Stored data:
========================================
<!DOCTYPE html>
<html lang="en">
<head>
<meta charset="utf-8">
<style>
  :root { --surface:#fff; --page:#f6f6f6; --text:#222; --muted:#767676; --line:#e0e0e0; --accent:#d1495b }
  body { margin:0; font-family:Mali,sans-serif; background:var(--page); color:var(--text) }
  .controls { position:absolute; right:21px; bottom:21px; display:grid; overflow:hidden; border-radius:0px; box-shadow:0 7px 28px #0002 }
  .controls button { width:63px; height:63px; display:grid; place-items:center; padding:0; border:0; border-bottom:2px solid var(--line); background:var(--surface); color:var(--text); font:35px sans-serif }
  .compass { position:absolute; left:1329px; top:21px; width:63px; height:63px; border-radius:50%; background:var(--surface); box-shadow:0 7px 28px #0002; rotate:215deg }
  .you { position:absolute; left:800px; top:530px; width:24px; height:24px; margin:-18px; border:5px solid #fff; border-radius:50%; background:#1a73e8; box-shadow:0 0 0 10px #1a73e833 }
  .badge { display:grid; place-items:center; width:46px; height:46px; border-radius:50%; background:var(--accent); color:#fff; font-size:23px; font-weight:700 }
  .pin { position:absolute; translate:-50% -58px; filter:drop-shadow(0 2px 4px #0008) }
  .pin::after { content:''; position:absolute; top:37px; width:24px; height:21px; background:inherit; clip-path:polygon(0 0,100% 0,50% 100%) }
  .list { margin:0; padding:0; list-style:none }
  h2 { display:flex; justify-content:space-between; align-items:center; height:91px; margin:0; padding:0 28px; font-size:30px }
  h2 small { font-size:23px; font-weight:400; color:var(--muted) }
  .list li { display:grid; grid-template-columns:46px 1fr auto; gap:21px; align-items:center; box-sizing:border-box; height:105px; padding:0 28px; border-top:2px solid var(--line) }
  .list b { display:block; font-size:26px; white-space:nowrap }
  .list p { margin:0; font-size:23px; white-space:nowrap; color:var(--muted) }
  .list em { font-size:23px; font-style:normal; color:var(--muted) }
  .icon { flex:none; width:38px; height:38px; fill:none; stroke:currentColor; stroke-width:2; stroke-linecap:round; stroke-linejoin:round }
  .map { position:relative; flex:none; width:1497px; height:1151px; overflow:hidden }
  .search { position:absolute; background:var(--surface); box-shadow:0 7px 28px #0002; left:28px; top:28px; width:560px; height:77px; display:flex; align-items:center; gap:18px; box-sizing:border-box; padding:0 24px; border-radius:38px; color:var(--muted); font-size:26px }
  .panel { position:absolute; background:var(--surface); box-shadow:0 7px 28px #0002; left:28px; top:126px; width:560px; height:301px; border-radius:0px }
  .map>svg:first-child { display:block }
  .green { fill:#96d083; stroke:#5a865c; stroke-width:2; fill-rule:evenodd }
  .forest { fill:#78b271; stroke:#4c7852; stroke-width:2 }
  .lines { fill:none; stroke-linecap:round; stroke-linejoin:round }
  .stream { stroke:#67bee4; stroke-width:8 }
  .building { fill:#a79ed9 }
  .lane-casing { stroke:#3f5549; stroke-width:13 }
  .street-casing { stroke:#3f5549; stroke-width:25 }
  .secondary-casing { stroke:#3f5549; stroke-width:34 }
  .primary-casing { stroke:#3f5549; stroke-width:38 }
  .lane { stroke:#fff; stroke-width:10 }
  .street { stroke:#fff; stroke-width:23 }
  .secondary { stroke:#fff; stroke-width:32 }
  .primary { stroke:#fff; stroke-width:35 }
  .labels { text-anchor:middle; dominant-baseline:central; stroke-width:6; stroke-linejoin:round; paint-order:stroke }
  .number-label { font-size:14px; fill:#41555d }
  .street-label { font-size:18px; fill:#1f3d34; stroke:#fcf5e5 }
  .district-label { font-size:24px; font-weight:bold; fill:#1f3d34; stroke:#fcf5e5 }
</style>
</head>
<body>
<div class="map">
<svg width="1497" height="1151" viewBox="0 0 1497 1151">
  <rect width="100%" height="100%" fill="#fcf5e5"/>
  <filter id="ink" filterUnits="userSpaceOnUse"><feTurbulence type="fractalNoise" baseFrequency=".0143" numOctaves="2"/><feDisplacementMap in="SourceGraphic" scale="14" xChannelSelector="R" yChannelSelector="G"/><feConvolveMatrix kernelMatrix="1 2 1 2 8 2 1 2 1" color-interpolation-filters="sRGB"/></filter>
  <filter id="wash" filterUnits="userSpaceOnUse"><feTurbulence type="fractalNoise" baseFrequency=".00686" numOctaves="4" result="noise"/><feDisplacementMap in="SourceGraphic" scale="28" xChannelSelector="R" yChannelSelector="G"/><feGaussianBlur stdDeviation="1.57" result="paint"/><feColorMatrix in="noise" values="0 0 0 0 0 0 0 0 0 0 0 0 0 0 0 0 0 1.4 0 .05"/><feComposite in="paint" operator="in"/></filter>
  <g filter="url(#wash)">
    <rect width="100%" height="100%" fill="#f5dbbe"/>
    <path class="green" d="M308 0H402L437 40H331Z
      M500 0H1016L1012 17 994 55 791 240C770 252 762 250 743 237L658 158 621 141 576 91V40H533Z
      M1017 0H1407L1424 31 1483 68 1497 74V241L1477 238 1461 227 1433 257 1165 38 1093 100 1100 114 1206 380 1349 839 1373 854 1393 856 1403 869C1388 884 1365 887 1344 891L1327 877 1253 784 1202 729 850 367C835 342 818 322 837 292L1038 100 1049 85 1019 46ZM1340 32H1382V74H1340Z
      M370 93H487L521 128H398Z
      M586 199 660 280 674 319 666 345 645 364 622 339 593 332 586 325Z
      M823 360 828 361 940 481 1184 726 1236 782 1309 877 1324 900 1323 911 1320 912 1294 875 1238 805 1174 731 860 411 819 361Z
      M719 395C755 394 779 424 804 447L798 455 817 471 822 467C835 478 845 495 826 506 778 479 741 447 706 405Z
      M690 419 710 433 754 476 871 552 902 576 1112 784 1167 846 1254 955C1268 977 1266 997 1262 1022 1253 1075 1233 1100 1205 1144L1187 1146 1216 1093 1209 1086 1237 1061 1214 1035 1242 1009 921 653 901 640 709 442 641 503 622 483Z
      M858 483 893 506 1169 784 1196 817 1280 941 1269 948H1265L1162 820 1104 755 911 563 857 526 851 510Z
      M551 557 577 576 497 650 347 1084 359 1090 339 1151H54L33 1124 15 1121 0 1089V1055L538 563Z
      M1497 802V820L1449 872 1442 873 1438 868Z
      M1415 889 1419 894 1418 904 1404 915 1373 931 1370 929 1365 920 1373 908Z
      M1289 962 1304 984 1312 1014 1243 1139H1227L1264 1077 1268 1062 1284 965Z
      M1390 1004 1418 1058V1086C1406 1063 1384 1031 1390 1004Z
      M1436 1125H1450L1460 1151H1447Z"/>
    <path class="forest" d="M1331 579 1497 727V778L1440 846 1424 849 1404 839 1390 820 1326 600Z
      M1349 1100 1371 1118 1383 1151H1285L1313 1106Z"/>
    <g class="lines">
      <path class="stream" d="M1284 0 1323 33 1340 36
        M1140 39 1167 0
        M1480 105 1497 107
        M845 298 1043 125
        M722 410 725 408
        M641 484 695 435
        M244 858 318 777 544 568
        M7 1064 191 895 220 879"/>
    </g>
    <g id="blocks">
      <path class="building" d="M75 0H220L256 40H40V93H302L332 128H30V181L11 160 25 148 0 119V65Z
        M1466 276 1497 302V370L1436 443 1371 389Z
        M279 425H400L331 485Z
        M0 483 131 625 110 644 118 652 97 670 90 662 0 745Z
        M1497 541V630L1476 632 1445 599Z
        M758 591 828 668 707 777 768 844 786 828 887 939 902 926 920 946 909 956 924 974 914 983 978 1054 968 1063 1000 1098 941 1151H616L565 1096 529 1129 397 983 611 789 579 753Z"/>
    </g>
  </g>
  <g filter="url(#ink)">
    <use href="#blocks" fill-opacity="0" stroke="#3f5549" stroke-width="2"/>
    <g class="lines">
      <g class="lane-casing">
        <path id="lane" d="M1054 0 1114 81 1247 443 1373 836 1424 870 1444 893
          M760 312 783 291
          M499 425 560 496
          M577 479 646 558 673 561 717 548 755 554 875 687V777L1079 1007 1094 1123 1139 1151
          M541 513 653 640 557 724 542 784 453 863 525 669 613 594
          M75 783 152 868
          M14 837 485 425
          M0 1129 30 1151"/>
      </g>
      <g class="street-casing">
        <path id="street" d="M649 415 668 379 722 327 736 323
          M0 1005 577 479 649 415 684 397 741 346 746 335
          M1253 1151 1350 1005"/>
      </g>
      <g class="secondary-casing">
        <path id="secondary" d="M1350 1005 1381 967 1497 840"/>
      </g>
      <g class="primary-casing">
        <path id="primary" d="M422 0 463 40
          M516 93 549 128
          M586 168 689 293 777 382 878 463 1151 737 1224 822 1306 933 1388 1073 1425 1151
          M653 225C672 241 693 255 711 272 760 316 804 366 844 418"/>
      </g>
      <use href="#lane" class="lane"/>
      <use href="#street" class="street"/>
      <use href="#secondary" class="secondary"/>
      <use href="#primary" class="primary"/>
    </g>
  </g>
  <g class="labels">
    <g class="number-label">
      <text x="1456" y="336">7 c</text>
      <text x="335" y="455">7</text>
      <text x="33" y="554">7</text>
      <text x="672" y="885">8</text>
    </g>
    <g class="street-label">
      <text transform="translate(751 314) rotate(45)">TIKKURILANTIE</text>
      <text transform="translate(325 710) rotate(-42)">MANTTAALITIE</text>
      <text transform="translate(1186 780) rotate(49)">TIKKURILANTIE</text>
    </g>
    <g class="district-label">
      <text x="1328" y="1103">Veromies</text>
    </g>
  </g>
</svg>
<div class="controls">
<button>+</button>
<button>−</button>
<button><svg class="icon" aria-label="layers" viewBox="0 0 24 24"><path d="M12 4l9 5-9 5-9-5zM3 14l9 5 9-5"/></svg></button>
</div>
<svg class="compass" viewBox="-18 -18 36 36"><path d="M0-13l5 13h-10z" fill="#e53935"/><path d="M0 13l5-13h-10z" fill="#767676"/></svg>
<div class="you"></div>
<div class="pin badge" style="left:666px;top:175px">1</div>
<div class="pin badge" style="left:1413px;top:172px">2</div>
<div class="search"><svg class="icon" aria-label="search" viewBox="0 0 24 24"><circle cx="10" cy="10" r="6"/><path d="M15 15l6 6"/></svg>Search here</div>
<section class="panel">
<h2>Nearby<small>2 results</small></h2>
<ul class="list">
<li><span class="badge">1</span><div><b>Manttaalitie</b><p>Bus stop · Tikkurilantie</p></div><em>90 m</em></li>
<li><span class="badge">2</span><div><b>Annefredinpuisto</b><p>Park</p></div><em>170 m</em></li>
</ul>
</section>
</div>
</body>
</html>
========================================
When you answer, output each line of the data exactly as given, from its first line up to and including the one with "margin:0; font-family:Mali,sans-serif; background:var(--page);".

<!DOCTYPE html>
<html lang="en">
<head>
<meta charset="utf-8">
<style>
  :root { --surface:#fff; --page:#f6f6f6; --text:#222; --muted:#767676; --line:#e0e0e0; --accent:#d1495b }
  body { margin:0; font-family:Mali,sans-serif; background:var(--page); color:var(--text) }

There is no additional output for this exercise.